The best response is that, as the National Conference of State Legislatures reports, 29 states and the District of Columbia have statutes that try to bind electors to their voters’ preference. But these cover only 15 of the 30 states Trump carried (plus an elector from Maine), and the popular vote shows that turning on Trump would not be a rejection of the public will.

Moreover, one passage from Federalist 68 seems eerily relevant to the present circumstance. Hamilton wrote that the electors could be a barrier against “the desire in foreign powers to gain an improper ascendant in our councils.” Hamilton asked: “How could they better gratify this than by raising a creature of their own to the chief magistracy of the Union?”

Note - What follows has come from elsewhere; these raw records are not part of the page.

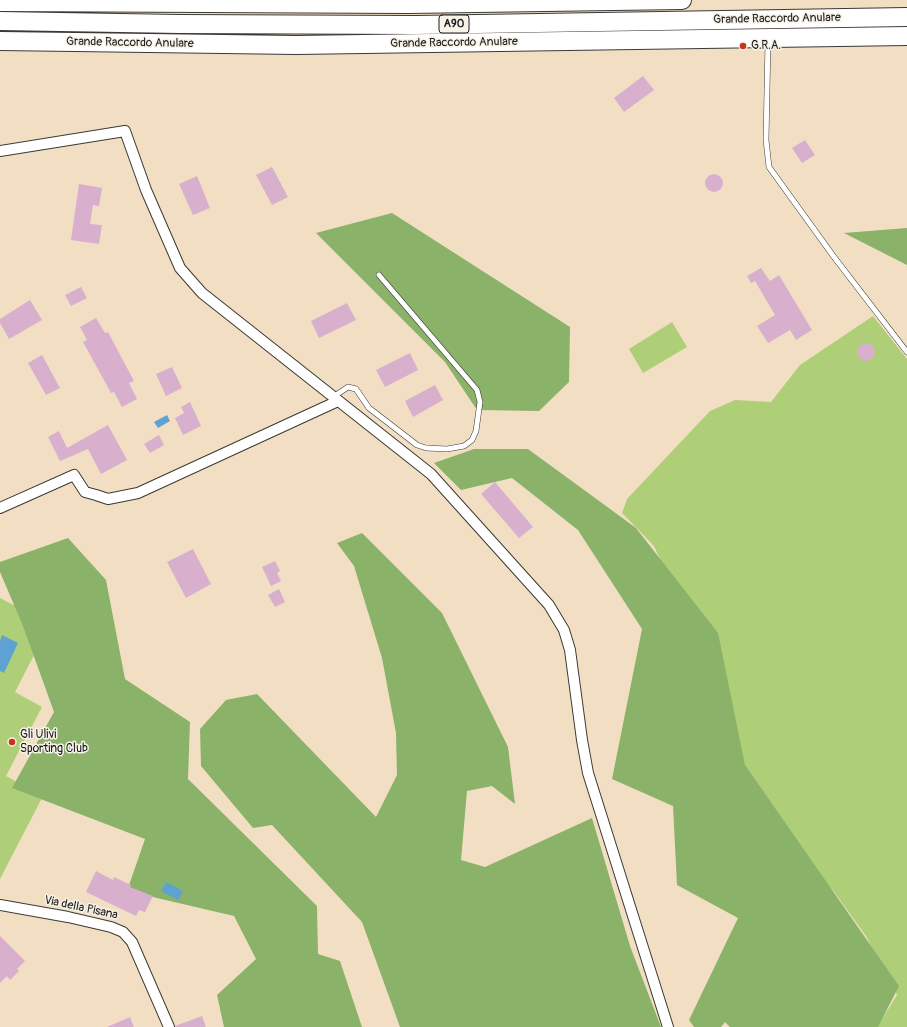 <!DOCTYPE html>
<style>
body{margin:0}
canvas{display:block;background:#f2dfc3}
</style>
<canvas width="907" height="1027"></canvas>
<script>
const g = document.querySelector('canvas').getContext('2d');
g.lineJoin = 'round';
function fillPath(path, color) { g.fillStyle = color; g.fill(path, 'evenodd'); }
const shape = rows => new Path2D(rows.map(r => 'M' + r).join(''));
function strokePath(path, color, width, dash) { g.strokeStyle = color; g.lineWidth = width; g.lineCap = dash ? 'butt' : 'round'; g.setLineDash(dash || []); g.stroke(path); }
function label(font, color, halo, rows, align = 'center') {
  g.font = font + ' Pangolin,sans-serif'; g.lineWidth = 3; g.setLineDash([]); g.textBaseline = 'middle'; g.strokeStyle = halo; g.fillStyle = color; for (const [text, x, y, turn = 0] of rows) {
    g.save(); g.translate(x, y); g.rotate((+turn || 0) * Math.PI / 180); g.textAlign = isNaN(turn) ? turn : align; if (halo) g.strokeText(text, 0, 0); g.fillText(text, 0, 0); g.restore();
  }
}
const green = shape([
 [873,316,907,359,907,1027,877,1027,897,995,866,936,832,889,739,840,678,599,654,546,622,513,627,499,710,411,735,400,771,402,800,365],
 [672,322,687,347,643,373,629,349],
 [0,598,50,624,15,692,42,707,6,776,43,796,0,879]
]);
const forest = shape([
 [392,213,570,327,569,382,539,411,477,410,445,362,316,233],
 [907,228,907,265,844,233],
 [474,449,528,449,636,528,718,633,745,765,899,986,878,1027,730,1027,725,1022,721,1027,694,1027,689,1020,738,918,677,885,673,806,612,779,642,629,578,530,512,478,461,490,434,463],
 [362,533,442,613,508,747,515,804,492,786,467,791,461,860,485,867,592,818,630,946,661,1027,400,1027,362,922,272,825,253,828,201,766,200,729,226,700,257,694,376,817,397,775,396,733,382,658,354,566,337,543],
 [68,538,106,580,125,679,190,722,188,779,317,906,318,954,340,961,362,1027,224,1027,217,995,256,959,234,916,127,891,145,839,12,788,54,712,23,626,0,572,0,562]
]);
const water = shape([
 [167,415,170,421,158,428,154,422],
 [2,635,18,643,4,673,0,671,0,641],
 [166,882,183,891,178,900,161,891]
]);
const building = shape([
 [643,76,654,90,624,112,614,98],
 [805,140,815,155,802,163,792,148],
 [272,167,288,197,272,205,256,175],
 '705 183a9 9 0 1 1 18 0a9 9 0 1 1-18 0Z',
 [197,176,210,208,193,215,179,184],
 [79,184,102,188,99,206,93,205,90,224,102,225,99,244,71,240],
 [761,268,770,281,779,275,812,330,796,340,790,330,768,343,757,326,775,315,755,281,751,283,747,276],
 [81,287,87,298,71,306,65,295],
 [30,300,42,320,9,339,0,323,0,319],
 [347,303,356,320,319,338,311,321],
 [96,318,105,333,108,332,134,381,129,383,137,399,122,407,114,392,111,393,83,342,87,340,80,327],
 '857 352a9 9 0 1 1 18 0a9 9 0 1 1-18 0Z',
 [410,353,418,370,385,387,376,370],
 [42,355,60,388,46,395,28,363],
 [172,367,182,388,166,396,156,374],
 [435,385,443,400,413,417,405,401],
 [190,402,201,426,183,435,175,418,184,413,181,407],
 [108,425,127,460,101,474,88,449,60,461,48,437,59,431,67,448],
 [159,435,164,445,150,453,144,444],
 [495,482,533,527,519,538,481,494],
 [193,549,211,584,186,598,167,562],
 [275,561,280,571,277,573,281,581,271,586,262,567],
 [279,589,285,602,275,607,268,595],
 [96,871,113,880,114,877,131,885,130,887,153,896,145,912,139,910,136,916,86,892],
 [0,936,25,961,17,969,19,971,10,980,7,976,0,983],
 [202,1016,206,1027,175,1027,175,1026],
 [130,1017,134,1027,107,1027]
]);
const lane = shape([
 [768,41,766,140,769,167,834,257,907,352],
 [333,397,348,387,356,389,369,408,417,445,426,448,447,449,464,446,472,440,476,431,480,402,477,390,379,275]
]);
const street = shape([
 [0,151,125,131,146,190,180,268,202,293,431,474,549,605,564,630,570,650,582,740,588,773,668,1027],
 [0,508,74,475,85,492,96,495,108,499,138,493,338,401],
 [0,905,68,917,111,927,123,932,132,942,169,1027]
]);
const highway = shape([
 [0,2,408,4,682,0],
 [0,21,180,24,416,25,907,17],
 [0,41,296,45,907,36]
]);
const markers = [
 [743,46,4,"#c8321e"],
 [12,742,4,"#c8321e"]
];
const shields = [
 [454,24,30]
];
const shieldNames = [
 ["A90",454,24]
];
const streetNames = [
 ["Grande Raccordo Anulare",777,19,-1],
 ["Grande Raccordo Anulare",130,43,1],
 ["Grande Raccordo Anulare",454,43,-1],
 ["Via della Pisana",81,908,12]
];
const poiNames = [
 ["G.R.A.",751,46],
 ["Gli Ulivi",20,735],
 ["Sporting Club",20,749]
];
fillPath(green, '#aecf77');
fillPath(forest, '#8ab268');
fillPath(water, '#5ea2d3');
fillPath(building, '#d8afcd');
strokePath(lane, '#3c3935', 6);
strokePath(street, '#3c3935', 12);
strokePath(highway, '#3c3935', 20);
strokePath(lane, '#fff', 5);
strokePath(street, '#fff', 10);
strokePath(highway, '#fff', 18);
for (const [x, y, r, color] of markers) { const dot = new Path2D(); dot.arc(x, y, r, 0, 2 * Math.PI); g.fillStyle = color; g.fill(dot); strokePath(dot, '#f7f3e8', 1.5); }
for (const [x, y, w] of shields) { const box = new Path2D(); box.roundRect(x - w / 2, y - 9, w, 18, 3); g.fillStyle = '#f7f3e8'; g.fill(box); strokePath(box, '#1c1c1c', 1); }
label('bold 11px', '#1c1c1c', null, shieldNames);
label('12px', '#1c1c1c', '#f7f3e8', streetNames);
label('12px', '#1c1c1c', '#f7f3e8', poiNames, 'left');
</script>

The CIA’s finding that Russia actively intervened in our election to make Trump president is an excellent reason for the electors to consider whether they should exercise their independent power. At the very least, they should be briefed on what the CIA knows, and in particular on whether there is any evidence that Trump or his lieutenants were engaged with Russia during the campaign.

It’s not irrelevant that Trump said last July of Clinton’s emails: “Russia, if you’re listening, I hope you’re able to find the 30,000 emails that are missing.” By publicly inviting a foreign power to intervene in our election, Trump put himself ahead of the nation’s interest in holding an election that would be untainted by foreign meddling. It is one of many reasons why conscientious electors might decide that Trump is unfit to be president and may even be a danger to the country.

It will be entirely understandable if 270 or more of the electors pledged to Trump decide they are agents of their state’s voters, not independent actors. They can argue, fairly, that rejecting Trump would threaten the stability of our institutions. But the threat Trump presents to those institutions is why electors need to think hard before they make this decision.

And if Trump prevails, as expected, this is also why vigilance rather than acquiescence is the primary duty of those unwilling to forget everything we believed about him before Nov. 8. He’s done nothing to change our minds. Just ask Mitt Romney.

E.J. Dionne is a columnist for The Washington Post.